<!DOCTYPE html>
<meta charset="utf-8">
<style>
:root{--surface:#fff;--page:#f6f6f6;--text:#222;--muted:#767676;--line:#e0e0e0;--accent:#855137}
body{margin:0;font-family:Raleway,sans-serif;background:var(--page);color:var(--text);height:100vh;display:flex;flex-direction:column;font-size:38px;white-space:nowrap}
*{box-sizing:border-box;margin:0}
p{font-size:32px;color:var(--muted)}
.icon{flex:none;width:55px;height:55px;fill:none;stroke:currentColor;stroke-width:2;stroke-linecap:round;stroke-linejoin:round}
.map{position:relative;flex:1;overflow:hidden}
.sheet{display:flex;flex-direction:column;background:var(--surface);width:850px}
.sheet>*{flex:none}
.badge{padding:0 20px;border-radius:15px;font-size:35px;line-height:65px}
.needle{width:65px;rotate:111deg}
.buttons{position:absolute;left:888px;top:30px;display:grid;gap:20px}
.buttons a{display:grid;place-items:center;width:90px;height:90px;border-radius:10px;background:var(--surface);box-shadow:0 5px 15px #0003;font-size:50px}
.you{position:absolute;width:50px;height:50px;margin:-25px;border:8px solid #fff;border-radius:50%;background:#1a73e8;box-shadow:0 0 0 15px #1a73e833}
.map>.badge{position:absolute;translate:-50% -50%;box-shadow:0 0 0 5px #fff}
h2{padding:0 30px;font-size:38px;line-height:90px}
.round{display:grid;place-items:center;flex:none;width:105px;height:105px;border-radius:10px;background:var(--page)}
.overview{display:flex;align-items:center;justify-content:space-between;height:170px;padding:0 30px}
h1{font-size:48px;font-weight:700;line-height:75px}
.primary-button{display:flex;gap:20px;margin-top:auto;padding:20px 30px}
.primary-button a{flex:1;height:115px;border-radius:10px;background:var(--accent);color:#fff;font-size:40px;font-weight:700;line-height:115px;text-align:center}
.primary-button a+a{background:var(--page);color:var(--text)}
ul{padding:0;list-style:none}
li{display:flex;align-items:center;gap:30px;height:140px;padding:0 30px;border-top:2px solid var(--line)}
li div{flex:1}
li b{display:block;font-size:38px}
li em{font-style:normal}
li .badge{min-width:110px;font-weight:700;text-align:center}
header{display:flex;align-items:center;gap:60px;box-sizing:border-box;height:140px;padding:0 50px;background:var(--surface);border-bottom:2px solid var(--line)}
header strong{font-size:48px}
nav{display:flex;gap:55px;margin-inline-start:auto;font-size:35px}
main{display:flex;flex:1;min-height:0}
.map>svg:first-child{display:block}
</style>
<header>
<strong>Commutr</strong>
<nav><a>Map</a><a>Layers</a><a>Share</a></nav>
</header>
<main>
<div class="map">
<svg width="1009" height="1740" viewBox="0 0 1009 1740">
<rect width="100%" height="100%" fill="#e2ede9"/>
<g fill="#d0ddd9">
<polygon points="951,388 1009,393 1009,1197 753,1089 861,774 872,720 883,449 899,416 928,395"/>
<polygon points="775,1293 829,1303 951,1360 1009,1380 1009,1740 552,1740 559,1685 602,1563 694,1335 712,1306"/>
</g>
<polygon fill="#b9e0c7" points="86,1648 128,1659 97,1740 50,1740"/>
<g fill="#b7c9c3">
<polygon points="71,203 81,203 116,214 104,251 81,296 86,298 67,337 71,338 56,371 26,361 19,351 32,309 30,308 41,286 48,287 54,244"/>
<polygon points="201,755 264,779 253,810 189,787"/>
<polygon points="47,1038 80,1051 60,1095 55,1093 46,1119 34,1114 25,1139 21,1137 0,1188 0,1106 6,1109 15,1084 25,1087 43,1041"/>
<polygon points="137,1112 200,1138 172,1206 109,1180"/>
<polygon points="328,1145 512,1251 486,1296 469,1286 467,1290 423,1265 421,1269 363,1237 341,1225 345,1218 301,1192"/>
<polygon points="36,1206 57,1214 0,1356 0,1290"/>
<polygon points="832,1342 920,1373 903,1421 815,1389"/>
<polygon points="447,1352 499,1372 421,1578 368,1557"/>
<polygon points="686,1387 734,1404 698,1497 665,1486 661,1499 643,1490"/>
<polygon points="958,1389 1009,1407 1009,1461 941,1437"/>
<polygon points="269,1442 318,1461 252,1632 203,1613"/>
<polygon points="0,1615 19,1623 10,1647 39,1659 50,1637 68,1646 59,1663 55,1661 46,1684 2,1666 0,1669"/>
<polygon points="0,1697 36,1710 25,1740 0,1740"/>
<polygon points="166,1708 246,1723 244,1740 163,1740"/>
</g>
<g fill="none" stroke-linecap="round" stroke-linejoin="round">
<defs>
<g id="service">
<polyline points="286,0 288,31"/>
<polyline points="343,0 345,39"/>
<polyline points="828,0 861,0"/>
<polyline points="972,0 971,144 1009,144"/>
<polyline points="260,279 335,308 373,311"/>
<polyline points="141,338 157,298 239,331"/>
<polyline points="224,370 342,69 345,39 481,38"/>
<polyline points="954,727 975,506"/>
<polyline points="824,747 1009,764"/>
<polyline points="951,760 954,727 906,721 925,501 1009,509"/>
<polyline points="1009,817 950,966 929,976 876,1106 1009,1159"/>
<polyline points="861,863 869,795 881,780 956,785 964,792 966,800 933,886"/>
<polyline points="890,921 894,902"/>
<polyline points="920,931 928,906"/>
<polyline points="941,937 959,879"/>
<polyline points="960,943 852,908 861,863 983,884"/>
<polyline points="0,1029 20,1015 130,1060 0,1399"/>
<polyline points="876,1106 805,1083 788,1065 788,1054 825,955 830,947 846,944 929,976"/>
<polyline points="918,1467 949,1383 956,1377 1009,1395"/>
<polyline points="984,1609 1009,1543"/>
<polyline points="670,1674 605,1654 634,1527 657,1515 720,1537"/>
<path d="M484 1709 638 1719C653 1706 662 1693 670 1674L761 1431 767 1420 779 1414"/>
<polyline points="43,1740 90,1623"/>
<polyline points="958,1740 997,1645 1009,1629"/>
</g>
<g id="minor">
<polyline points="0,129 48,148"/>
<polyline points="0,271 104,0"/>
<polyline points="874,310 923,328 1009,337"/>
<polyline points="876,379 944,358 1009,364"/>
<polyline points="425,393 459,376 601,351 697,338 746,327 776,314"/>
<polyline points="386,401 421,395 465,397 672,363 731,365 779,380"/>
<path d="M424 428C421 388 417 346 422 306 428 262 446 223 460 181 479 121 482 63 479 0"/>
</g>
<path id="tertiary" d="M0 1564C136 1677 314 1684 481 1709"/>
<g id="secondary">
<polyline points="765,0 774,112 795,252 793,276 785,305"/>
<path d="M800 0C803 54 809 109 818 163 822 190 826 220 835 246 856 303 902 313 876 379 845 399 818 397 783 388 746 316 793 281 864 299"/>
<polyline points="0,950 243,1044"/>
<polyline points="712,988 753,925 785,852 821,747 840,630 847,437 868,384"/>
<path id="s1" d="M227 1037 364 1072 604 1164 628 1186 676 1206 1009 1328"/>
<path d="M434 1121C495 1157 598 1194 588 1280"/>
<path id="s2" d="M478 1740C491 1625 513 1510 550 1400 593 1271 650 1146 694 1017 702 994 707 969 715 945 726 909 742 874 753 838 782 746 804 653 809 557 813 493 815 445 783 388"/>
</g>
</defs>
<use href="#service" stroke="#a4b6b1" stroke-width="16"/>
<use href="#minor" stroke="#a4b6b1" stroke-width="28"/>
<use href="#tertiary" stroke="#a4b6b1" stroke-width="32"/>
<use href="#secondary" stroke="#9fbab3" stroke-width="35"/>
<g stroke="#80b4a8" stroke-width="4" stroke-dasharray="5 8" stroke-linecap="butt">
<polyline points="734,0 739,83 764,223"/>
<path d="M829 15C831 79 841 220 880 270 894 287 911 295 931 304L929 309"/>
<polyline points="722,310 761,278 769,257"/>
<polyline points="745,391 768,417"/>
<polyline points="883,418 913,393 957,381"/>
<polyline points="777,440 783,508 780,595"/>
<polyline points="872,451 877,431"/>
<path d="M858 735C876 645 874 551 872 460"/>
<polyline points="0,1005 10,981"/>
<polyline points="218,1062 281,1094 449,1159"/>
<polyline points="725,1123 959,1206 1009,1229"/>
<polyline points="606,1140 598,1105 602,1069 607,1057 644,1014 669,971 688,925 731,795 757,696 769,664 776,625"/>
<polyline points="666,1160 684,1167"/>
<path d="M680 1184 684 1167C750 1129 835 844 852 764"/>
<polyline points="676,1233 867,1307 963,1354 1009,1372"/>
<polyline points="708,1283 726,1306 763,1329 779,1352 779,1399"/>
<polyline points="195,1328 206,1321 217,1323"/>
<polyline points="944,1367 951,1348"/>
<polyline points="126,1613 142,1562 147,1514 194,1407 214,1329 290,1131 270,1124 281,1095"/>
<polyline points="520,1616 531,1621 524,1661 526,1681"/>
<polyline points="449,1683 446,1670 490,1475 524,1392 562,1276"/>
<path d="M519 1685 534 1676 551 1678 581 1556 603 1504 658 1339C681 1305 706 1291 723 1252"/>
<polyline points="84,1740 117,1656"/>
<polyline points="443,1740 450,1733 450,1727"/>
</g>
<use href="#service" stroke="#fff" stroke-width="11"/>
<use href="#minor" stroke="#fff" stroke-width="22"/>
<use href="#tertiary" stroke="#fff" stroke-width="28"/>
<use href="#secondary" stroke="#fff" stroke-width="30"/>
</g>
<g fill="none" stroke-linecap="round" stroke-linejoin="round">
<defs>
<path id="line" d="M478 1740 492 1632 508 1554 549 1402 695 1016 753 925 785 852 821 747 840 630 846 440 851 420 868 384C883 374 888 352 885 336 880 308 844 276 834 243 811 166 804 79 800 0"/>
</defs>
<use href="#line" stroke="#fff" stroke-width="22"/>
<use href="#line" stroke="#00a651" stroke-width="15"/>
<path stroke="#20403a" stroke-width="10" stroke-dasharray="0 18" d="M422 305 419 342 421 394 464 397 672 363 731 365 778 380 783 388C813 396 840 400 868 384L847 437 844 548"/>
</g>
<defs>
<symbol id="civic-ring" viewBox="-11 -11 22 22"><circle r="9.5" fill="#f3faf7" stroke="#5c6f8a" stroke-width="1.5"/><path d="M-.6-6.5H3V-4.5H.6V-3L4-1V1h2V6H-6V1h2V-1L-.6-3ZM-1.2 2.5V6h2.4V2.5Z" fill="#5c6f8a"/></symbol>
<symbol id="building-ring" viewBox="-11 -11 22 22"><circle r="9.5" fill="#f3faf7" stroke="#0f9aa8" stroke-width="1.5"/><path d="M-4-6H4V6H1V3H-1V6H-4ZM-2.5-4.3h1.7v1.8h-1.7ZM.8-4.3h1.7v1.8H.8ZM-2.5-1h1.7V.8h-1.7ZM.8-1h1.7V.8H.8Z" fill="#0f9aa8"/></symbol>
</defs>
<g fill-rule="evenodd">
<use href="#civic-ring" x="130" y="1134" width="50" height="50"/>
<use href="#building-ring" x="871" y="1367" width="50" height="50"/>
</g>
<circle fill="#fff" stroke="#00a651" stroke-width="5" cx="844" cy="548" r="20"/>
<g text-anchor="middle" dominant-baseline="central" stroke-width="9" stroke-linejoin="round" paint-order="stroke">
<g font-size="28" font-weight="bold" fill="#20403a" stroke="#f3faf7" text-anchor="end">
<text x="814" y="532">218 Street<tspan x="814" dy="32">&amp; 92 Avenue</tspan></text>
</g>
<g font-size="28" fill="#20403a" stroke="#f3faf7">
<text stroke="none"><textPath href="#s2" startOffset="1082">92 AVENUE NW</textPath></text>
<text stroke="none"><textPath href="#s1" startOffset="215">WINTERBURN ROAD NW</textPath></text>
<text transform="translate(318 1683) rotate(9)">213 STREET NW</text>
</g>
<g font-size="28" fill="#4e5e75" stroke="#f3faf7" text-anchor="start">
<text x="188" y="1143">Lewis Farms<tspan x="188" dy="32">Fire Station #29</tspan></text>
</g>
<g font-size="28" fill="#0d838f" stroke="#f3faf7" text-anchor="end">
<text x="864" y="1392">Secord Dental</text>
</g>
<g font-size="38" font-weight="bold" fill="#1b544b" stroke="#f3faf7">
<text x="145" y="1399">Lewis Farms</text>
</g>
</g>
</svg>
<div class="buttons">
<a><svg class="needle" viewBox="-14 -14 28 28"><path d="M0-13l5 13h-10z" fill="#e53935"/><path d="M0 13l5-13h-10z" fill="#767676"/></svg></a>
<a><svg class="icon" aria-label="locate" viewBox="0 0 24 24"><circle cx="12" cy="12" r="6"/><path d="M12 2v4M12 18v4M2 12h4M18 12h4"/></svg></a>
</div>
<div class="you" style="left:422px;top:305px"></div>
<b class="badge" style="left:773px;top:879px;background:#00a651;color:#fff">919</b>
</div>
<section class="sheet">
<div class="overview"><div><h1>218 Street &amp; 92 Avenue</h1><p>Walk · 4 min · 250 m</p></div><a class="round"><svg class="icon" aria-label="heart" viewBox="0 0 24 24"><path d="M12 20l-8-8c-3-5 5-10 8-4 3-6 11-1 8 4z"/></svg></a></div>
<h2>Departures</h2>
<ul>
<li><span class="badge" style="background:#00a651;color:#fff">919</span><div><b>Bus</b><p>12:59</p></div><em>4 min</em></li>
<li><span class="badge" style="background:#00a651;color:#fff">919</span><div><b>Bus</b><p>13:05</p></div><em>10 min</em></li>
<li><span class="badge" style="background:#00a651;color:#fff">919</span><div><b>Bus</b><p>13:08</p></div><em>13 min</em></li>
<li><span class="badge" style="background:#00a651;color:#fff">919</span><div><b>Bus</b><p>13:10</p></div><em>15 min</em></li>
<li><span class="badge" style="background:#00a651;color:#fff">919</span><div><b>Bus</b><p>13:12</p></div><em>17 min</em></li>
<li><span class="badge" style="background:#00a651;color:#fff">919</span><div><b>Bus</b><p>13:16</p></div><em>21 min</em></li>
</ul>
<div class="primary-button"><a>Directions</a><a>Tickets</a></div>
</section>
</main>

*What to produce*
Work through the data and report how many of its lines hold the word "strong", giving only the figure.

*Task solution*
2